As per the twelve-factor app methodology it is important to store config outwith the program that can be injected in at runtime.
Not only does this keep sensitive information secure such as our passwords and API keys. Additionally it allows us to make us of a single settings.py
file to load either out local or production environments variables.
There are many options for doing this, but the Django community seems to like environs as it comes with additional Django support built-in.
To install it via pip:
python3 -m pip install "environs[django]"==9.5.0
Then add these three lines to the top of yout project/settings.py
file:
from environs import Env
env = Env()
env.read_env()
Database config using environment variables
An example use case is configuring our project to use a SQLite database locally, but a PostgreSQL database in production.
The environs package comes installed with dj-database-url. A package that allows us to set a DATABASE_URL
that is utilised by most PaaS providers.
With a very small amount of code in our project/settings.py
file, we can configure our project to try to access a DATABASE_URL
environment variable. If it exists it will be used and our project will access our 'production' PostgreSQL database, if one can't be found then it will default to SQLite, e.g. locally.

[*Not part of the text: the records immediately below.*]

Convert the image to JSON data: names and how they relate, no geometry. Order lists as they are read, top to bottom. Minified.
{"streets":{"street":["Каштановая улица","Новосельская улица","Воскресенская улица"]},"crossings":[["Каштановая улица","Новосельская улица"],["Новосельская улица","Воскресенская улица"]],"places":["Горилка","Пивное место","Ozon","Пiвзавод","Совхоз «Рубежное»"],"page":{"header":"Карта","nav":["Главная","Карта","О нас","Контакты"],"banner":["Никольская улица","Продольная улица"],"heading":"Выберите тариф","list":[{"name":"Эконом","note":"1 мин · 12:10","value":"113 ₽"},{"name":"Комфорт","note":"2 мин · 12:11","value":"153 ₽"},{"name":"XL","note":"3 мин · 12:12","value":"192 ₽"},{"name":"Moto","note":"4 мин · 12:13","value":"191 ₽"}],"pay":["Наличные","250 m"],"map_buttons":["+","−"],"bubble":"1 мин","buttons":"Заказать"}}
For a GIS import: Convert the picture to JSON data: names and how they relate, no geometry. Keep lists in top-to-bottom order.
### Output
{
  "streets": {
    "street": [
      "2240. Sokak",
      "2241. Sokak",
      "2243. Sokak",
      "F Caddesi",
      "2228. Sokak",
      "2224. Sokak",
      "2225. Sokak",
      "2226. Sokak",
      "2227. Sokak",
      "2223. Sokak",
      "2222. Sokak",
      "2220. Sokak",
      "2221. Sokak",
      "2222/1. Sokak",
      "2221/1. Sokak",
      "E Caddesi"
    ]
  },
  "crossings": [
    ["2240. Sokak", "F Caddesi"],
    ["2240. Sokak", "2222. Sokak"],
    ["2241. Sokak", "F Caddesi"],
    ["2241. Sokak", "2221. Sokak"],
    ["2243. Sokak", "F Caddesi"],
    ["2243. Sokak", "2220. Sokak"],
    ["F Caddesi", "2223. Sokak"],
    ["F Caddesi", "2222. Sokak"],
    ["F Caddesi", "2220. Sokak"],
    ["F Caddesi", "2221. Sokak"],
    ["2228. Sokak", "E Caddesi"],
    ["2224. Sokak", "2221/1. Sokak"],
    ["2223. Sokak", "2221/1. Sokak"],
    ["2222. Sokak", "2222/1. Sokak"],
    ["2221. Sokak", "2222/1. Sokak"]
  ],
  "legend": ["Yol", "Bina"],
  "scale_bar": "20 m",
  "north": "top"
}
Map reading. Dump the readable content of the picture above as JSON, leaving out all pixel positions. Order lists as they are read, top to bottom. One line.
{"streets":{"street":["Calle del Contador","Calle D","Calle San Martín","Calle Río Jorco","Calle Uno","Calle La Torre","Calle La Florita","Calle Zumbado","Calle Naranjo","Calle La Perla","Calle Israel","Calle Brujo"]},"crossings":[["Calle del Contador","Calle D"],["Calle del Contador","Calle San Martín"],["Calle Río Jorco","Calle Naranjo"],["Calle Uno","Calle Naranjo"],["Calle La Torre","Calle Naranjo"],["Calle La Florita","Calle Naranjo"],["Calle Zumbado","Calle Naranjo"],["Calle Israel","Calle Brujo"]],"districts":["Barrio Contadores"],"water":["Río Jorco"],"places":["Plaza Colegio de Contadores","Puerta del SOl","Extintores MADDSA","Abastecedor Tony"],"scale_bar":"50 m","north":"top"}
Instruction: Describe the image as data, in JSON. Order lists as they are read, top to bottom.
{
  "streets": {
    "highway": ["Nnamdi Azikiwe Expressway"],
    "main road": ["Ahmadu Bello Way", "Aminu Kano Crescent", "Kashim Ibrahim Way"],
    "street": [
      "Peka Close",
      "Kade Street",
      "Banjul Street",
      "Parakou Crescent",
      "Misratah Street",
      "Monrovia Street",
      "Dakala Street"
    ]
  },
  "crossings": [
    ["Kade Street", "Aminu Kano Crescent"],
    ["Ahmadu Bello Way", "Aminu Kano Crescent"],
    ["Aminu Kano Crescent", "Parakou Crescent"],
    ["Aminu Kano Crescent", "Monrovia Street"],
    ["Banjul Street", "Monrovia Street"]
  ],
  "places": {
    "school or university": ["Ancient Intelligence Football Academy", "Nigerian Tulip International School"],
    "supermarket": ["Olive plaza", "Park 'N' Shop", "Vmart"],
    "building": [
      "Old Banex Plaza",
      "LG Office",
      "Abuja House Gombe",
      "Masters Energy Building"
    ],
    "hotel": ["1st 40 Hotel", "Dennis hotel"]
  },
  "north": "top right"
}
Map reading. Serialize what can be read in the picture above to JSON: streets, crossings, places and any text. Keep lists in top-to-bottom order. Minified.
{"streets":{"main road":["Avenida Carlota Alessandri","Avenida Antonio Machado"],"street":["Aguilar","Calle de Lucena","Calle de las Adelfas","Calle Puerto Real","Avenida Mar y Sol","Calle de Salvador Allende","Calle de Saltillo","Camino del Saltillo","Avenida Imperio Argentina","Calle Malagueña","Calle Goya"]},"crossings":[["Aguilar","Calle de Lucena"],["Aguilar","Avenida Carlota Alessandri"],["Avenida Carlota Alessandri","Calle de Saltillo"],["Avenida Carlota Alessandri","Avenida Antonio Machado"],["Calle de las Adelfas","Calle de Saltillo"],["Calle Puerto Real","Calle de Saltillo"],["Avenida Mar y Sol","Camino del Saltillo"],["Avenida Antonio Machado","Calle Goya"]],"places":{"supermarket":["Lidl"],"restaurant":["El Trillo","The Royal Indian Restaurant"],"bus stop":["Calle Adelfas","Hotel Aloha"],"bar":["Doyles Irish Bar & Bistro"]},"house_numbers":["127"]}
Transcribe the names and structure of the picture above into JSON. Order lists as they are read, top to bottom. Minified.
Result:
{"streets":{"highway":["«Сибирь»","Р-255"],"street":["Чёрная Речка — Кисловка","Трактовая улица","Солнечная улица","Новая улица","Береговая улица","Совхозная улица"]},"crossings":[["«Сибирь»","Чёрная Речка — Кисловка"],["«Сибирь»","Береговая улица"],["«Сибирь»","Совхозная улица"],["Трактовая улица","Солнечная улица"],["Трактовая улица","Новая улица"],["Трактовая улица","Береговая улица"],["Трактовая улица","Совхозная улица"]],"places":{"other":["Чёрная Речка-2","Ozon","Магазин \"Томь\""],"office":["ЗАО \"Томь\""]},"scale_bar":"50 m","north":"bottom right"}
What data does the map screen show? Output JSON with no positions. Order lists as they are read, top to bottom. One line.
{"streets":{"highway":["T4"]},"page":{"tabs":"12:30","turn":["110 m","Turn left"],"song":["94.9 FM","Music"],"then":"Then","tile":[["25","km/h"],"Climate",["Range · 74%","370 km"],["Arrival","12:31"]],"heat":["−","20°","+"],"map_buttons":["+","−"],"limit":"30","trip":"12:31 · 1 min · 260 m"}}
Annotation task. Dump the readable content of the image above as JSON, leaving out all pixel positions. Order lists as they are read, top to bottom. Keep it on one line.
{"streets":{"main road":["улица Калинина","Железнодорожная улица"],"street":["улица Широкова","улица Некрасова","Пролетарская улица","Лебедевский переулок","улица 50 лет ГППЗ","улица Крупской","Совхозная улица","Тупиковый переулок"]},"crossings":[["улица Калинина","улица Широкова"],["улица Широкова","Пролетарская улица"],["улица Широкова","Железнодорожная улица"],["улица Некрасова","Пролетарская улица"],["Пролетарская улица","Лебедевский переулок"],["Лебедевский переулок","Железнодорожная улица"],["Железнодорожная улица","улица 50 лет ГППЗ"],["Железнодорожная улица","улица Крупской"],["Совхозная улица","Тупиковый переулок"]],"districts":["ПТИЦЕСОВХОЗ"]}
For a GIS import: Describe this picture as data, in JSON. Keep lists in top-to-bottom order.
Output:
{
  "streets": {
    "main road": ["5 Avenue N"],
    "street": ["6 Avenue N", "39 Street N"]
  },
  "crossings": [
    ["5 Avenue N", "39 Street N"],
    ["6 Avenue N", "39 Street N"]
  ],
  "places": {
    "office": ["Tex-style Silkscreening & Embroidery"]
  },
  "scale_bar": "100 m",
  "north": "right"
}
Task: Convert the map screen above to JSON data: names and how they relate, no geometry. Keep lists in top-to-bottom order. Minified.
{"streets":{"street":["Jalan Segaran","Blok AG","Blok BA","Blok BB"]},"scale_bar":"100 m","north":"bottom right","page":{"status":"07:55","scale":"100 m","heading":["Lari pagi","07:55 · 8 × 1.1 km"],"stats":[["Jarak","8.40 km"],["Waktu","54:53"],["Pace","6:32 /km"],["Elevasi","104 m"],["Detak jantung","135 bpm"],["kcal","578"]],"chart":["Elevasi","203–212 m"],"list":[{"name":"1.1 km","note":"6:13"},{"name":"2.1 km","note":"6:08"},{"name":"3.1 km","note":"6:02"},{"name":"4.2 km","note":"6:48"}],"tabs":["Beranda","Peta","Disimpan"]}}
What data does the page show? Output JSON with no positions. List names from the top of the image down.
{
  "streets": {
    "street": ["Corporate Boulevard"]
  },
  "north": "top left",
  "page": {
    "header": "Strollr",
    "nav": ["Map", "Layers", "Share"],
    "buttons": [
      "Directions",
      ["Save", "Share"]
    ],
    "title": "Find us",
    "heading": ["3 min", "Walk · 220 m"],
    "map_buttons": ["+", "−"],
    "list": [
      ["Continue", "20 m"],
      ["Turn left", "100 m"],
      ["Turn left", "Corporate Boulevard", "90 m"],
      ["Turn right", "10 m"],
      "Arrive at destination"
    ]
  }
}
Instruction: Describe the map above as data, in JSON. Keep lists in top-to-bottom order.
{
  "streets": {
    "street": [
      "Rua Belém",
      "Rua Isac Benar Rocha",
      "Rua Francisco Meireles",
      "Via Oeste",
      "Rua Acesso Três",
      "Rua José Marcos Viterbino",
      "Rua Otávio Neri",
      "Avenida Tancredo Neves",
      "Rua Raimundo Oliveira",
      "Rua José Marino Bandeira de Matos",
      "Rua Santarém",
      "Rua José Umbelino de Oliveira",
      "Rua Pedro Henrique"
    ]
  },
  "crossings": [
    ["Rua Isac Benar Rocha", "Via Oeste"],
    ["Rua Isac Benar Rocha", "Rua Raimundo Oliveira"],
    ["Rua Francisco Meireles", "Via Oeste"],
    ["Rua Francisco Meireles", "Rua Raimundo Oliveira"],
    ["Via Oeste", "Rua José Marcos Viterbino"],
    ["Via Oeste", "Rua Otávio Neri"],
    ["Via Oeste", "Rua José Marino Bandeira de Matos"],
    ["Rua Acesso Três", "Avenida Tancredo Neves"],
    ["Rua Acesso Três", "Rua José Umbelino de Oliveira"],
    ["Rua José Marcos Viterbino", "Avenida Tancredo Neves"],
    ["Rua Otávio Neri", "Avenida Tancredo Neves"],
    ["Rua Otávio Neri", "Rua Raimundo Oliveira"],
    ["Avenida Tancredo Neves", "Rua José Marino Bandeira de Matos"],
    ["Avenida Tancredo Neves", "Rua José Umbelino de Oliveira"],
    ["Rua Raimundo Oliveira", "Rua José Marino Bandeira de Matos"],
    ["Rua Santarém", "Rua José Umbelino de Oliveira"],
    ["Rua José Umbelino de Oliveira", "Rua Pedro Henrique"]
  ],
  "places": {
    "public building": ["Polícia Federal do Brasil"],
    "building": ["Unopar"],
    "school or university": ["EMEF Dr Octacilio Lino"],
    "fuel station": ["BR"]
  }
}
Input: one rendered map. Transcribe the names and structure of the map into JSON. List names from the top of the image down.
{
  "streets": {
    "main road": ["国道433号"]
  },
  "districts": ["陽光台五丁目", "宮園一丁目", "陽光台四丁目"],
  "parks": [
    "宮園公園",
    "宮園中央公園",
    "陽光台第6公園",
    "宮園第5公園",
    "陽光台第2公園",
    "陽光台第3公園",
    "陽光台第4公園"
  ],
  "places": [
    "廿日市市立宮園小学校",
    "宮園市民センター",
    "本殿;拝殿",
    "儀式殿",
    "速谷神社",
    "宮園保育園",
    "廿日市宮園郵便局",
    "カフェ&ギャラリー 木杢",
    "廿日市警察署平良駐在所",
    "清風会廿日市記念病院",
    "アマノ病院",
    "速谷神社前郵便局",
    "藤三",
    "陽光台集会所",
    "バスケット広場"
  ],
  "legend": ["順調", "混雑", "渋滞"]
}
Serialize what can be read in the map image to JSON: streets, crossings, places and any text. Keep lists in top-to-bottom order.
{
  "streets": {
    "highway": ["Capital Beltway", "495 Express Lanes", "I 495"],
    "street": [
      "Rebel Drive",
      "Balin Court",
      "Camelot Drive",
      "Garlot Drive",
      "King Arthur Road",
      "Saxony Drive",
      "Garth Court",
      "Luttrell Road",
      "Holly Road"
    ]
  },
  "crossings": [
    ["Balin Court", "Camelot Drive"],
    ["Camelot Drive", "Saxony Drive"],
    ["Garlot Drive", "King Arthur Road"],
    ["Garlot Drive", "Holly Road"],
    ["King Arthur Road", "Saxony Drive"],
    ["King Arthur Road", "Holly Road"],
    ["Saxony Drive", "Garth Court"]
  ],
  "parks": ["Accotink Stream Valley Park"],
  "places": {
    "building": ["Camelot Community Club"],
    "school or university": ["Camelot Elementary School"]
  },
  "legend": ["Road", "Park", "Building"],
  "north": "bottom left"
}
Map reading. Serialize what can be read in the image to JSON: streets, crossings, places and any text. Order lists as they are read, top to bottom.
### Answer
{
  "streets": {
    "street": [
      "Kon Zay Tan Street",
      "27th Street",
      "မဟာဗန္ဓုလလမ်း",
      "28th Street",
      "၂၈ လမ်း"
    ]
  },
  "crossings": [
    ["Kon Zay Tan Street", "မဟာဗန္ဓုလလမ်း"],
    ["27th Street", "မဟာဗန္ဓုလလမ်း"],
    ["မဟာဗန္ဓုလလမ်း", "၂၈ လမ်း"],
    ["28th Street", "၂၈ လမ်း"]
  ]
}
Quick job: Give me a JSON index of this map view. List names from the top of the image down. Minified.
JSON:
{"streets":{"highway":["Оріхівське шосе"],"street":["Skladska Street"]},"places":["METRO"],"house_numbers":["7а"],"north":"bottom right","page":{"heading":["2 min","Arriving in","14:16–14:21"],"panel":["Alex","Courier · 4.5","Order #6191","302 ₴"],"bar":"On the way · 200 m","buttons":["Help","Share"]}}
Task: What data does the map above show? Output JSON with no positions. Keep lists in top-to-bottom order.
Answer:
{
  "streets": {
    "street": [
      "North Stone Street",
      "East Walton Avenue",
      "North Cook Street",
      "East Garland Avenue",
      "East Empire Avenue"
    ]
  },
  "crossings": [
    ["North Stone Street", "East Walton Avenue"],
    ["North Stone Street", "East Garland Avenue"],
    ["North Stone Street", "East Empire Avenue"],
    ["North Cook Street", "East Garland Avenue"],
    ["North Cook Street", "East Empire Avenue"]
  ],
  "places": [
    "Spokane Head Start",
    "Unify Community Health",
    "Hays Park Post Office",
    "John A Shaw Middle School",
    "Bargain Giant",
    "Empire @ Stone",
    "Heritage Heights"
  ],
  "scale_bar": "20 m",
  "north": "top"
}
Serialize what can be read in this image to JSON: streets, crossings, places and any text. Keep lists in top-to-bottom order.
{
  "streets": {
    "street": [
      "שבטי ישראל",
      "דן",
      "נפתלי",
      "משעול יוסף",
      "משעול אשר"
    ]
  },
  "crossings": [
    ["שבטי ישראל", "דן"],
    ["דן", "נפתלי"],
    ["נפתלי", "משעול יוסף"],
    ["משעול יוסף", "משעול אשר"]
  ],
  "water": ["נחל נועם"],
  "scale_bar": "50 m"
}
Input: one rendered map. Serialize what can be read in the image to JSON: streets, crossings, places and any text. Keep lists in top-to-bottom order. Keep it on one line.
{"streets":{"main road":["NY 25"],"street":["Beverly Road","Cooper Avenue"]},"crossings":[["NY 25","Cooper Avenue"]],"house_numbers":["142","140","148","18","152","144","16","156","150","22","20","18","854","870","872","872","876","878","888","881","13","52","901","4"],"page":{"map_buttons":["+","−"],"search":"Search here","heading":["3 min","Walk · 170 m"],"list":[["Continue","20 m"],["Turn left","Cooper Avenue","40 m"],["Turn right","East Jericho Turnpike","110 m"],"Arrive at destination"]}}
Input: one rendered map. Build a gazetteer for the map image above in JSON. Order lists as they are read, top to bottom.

Change the default 'DATABASES' section in your settings.py
file from this:
DATABASES = {
"default": {
"ENGINE": "django.db.backends.sqlite3",
"NAME": BASE_DIR / "db.sqlite3",
}
}
To this:
DATABASES = {
"default": env.dj_db_url("DATABASE_URL", default="sqlite:///db.sqlite3"),
}
Configuring as PostgreSQL database in Django
In order to use a PostgreSQL database we need an adapter that allows Python to communicate with a PostgreSQL database. The community seems to favour Pyscopg for this.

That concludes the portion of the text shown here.